Useful fields in bench/results/latest.json:

  • files[].groups[].fullName: benchmark suite name such as microbenchmarks or depth probe
  • files[].groups[].benchmarks[].name: individual benchmark case name
  • hz: operations per second
  • mean: average time per operation in milliseconds
  • min / max: fastest and slowest recorded sample in milliseconds
  • p75 / p99: latency percentiles in milliseconds
  • rme: relative margin of error
  • sampleCount: number of collected samples

Publishing

Use the release helper scripts to let the repository handle version bump, release commit, tag creation, and tag push:

npm run release:patch
npm run release:minor
npm run release:major

These commands:

  • require a clean git worktree
  • require the current branch to be main
  • bump package.json and package-lock.json
  • run typecheck, test, and build
  • create a release commit
  • create an annotated vX.Y.Z tag
  • push main and the tag to origin

After the tag is pushed, GitHub Actions publishes the package to npm.
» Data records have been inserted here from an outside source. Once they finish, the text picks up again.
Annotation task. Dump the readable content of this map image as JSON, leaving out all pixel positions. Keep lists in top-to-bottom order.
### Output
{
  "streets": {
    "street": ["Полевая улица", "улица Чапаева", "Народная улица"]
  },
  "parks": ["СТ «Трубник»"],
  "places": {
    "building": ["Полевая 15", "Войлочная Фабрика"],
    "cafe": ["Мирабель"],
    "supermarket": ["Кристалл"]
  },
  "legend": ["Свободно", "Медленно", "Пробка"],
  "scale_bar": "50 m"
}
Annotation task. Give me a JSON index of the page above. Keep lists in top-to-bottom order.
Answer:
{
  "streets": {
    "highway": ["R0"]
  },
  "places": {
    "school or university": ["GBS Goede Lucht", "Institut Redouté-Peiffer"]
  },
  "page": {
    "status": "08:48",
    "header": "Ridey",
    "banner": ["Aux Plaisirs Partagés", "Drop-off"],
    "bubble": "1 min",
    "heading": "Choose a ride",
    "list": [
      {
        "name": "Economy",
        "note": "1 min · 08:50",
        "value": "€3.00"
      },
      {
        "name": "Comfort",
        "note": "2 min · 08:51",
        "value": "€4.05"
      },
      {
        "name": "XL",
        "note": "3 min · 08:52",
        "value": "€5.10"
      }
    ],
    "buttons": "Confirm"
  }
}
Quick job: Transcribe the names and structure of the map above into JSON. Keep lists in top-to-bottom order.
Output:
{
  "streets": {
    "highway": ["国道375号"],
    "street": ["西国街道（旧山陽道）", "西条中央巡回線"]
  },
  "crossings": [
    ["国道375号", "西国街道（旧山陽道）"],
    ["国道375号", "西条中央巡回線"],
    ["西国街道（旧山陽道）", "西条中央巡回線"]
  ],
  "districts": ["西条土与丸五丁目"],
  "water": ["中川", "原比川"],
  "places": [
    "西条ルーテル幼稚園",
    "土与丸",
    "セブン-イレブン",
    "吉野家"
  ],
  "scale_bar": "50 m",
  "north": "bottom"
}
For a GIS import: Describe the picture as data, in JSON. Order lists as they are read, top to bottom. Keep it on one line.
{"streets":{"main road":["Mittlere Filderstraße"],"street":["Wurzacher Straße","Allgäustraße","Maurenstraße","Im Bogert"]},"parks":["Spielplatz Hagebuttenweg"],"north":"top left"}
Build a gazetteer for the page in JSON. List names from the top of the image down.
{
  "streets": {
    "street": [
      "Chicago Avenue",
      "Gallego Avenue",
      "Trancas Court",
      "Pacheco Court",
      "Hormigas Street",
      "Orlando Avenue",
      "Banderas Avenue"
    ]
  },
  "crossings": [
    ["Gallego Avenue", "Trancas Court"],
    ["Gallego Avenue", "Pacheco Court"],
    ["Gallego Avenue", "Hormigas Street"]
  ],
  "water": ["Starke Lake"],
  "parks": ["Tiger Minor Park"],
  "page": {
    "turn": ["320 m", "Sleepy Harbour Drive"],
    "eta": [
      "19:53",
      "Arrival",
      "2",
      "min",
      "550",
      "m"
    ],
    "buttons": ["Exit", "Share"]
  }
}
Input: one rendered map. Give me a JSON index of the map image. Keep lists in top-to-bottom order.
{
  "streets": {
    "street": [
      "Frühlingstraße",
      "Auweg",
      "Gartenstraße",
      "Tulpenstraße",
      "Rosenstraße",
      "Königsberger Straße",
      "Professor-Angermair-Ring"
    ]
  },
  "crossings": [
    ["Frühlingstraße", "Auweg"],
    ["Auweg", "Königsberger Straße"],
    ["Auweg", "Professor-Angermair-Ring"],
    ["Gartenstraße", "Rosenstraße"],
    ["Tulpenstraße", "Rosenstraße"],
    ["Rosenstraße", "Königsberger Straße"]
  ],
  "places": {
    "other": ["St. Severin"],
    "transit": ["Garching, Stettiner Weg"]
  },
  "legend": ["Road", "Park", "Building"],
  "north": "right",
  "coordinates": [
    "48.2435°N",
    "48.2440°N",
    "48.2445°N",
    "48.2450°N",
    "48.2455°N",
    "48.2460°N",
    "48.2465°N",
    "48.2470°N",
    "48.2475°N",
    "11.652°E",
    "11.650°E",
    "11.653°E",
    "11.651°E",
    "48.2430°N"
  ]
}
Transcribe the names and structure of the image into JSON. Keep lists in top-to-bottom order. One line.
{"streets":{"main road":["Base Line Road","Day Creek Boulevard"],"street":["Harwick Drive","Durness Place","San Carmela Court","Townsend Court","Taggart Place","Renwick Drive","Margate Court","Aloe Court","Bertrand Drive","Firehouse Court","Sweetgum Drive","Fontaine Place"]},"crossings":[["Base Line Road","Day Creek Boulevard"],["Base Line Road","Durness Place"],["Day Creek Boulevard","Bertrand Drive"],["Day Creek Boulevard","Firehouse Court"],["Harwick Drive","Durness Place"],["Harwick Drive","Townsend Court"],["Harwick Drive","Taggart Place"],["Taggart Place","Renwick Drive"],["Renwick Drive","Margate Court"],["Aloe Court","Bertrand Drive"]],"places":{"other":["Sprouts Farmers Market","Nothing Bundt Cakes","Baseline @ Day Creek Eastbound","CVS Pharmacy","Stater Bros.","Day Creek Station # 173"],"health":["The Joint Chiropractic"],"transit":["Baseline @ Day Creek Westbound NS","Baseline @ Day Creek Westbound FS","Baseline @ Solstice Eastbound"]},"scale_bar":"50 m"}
If you already changed the version manually and only want to publish that exact version, use:

npm run release:publish

Notes

  • The project targets Node.js and uses native Error.cause.
  • Formatting follows Node's util.format, so %s, %d, %j style placeholders work.
  • Errors created by errorable() capture stack frames at creation time and expose structured metadata helpers such as stackFrames(), stacktrace(), and toJSON().
  • The stacktrace model filters internal/runtime frames by default, but stackFrames(), stacktrace(), and toJSON() can expose all frames with { frameFilter: "all" }.